Happy is he who dares courageously to defend what he loves.
- Ovid
The SPCA and Animal Services have decided to change the time and location of my brief weekly visits with Brindi. Last Wednesday when I arrived at 1 pm, I was asked, "Didn't you hear?" It turned out that the two parties decided that we could no longer spend time outdoors at 1 pm; instead we would be inside and the visit would start at 4 pm. This was not something I had agreed on, for two reasons. First, Brindi needs all the outdoor exercise she can get. Or at least fresh air. She doesn't really get much exercise in the pen.
Second, in the room they allow us to use, which is a newly refurbished waiting room to the left of the lobby, Brindi can see out the windows to the street. And boy does she know it's the outside world and boy does she WANT TO BE FREE. It was torture for us both, frankly, as I posted last week.

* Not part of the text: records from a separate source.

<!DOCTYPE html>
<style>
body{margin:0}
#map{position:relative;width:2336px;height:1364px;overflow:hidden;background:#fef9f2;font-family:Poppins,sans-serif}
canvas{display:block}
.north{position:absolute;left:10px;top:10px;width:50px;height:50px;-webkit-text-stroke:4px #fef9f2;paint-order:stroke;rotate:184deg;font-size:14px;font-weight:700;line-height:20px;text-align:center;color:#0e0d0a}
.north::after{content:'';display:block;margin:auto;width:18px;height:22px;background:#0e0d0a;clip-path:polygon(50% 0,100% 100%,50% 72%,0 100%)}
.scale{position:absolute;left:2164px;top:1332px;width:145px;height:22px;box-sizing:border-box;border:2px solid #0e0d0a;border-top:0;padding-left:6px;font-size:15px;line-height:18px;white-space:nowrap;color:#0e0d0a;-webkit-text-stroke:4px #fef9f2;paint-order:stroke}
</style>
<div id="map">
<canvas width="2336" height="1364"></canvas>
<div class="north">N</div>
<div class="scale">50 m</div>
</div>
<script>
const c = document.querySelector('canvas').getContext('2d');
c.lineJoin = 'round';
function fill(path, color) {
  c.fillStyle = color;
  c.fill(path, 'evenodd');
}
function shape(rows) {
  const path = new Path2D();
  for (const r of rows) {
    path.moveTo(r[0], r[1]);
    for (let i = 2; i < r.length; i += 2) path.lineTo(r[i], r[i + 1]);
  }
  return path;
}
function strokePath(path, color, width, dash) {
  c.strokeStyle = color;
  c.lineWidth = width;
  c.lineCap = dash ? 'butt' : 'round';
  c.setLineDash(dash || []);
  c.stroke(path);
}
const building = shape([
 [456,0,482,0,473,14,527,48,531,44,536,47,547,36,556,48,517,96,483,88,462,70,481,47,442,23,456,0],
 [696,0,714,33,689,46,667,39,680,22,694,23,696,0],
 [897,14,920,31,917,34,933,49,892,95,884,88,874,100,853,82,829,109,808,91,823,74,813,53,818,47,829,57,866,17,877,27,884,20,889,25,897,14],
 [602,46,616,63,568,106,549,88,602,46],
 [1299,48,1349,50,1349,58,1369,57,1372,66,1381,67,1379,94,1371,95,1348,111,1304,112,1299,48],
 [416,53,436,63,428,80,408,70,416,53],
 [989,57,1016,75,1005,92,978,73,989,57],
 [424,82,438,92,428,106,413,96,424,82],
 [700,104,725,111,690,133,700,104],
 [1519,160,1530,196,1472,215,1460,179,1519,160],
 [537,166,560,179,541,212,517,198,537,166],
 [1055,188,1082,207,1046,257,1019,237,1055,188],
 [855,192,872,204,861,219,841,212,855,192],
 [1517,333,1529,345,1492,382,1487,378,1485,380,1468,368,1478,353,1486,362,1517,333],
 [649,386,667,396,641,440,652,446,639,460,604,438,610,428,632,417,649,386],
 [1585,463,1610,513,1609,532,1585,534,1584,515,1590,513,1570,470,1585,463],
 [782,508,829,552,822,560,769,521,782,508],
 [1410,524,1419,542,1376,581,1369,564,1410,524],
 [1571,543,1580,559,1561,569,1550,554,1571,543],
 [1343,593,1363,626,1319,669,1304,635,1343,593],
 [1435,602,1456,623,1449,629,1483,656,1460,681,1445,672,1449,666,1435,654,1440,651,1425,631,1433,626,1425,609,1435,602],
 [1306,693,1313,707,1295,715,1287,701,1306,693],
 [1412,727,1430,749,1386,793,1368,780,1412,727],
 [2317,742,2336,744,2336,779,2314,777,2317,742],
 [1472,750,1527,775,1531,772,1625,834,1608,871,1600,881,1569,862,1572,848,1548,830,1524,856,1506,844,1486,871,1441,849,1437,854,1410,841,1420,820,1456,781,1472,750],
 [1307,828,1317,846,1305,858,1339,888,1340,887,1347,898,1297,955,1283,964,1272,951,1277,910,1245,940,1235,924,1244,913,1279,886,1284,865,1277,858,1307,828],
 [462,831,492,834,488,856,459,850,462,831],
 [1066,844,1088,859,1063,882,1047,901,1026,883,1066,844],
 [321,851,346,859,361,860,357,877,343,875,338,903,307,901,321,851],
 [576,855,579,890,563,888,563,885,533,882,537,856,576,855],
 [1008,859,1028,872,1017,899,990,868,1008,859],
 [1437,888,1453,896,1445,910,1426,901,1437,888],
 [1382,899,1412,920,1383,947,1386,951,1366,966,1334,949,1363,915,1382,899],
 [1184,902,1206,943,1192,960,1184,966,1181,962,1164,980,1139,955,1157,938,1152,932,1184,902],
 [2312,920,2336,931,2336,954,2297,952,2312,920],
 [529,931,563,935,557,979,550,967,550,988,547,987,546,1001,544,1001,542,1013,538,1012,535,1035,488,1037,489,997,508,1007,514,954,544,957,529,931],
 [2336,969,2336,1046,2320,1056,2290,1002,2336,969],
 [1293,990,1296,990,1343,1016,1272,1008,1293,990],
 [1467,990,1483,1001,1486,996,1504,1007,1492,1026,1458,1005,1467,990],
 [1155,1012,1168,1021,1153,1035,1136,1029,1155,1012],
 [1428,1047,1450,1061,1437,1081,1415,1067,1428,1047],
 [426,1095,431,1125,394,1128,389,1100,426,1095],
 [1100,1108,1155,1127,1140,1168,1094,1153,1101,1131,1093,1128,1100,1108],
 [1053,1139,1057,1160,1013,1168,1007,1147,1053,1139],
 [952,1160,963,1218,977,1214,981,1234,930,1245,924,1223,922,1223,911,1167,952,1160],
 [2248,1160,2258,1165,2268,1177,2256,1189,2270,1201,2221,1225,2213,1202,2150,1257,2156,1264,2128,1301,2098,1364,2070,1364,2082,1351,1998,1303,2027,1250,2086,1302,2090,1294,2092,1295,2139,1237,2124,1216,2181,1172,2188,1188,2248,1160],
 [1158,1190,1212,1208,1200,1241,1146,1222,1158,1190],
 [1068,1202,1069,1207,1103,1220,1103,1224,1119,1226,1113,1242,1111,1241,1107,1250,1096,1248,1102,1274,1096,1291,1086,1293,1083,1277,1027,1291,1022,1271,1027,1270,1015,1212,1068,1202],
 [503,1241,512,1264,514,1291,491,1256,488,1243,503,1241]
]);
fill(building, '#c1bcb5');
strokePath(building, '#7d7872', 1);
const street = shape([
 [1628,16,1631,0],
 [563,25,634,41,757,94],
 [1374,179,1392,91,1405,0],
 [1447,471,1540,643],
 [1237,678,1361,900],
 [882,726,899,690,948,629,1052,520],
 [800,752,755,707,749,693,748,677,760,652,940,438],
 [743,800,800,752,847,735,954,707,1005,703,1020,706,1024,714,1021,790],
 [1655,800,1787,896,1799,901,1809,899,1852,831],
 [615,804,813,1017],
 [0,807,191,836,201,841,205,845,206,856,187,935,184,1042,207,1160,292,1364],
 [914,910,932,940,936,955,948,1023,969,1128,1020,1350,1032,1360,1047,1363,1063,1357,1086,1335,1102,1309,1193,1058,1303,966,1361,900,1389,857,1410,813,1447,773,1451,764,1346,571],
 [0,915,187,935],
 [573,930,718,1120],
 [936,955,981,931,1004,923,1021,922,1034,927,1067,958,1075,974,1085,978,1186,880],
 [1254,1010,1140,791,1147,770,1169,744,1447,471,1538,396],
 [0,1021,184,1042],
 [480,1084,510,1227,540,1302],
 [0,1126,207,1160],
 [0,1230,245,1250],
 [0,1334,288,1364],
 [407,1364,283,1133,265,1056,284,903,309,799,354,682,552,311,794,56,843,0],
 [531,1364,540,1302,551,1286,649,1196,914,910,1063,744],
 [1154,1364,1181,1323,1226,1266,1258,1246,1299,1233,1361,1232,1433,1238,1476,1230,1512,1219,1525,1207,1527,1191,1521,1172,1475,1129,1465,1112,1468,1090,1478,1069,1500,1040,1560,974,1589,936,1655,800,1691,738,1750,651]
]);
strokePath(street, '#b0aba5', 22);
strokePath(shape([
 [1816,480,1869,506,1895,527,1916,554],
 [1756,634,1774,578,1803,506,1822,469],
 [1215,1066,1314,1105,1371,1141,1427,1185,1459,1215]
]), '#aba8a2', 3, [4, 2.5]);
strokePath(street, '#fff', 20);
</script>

She was the best girl throughout but she could not resist jumping on the couch and sitting prettily while gazing out those windows with longing. I tried once to get her down and she obeyed, but I didn't have the heart to do it again, and I ended up just sitting next to her on the couch. By the end of the time, I was hugging her close and praying and weeping all at once, with my head resting on her back. It was awful.
Yesterday my lawyer reminded me - inadvertently, really - about this change. He had tried to no avail to talk the SPCA out of the the change. They claim they have to watch me during the visit, more closely than they do outside, so that I don't give Brindi "contraband" treats. As if I would deliberately make my dog sick. In the event, nobody watched me anyhow, and it was moot. The person from Animal Services assigned to watch me spent the time out in the lobby deep in conversation with an SPCA investigator.
By today my lawyer was supposed to have worked out with HRM to get the agreement back to where it was before. But that hasn't happened. So I dread another tortuous time with Brindi in that room with those windows, a single pane of glass the only thing separating her from the freedom we both long for.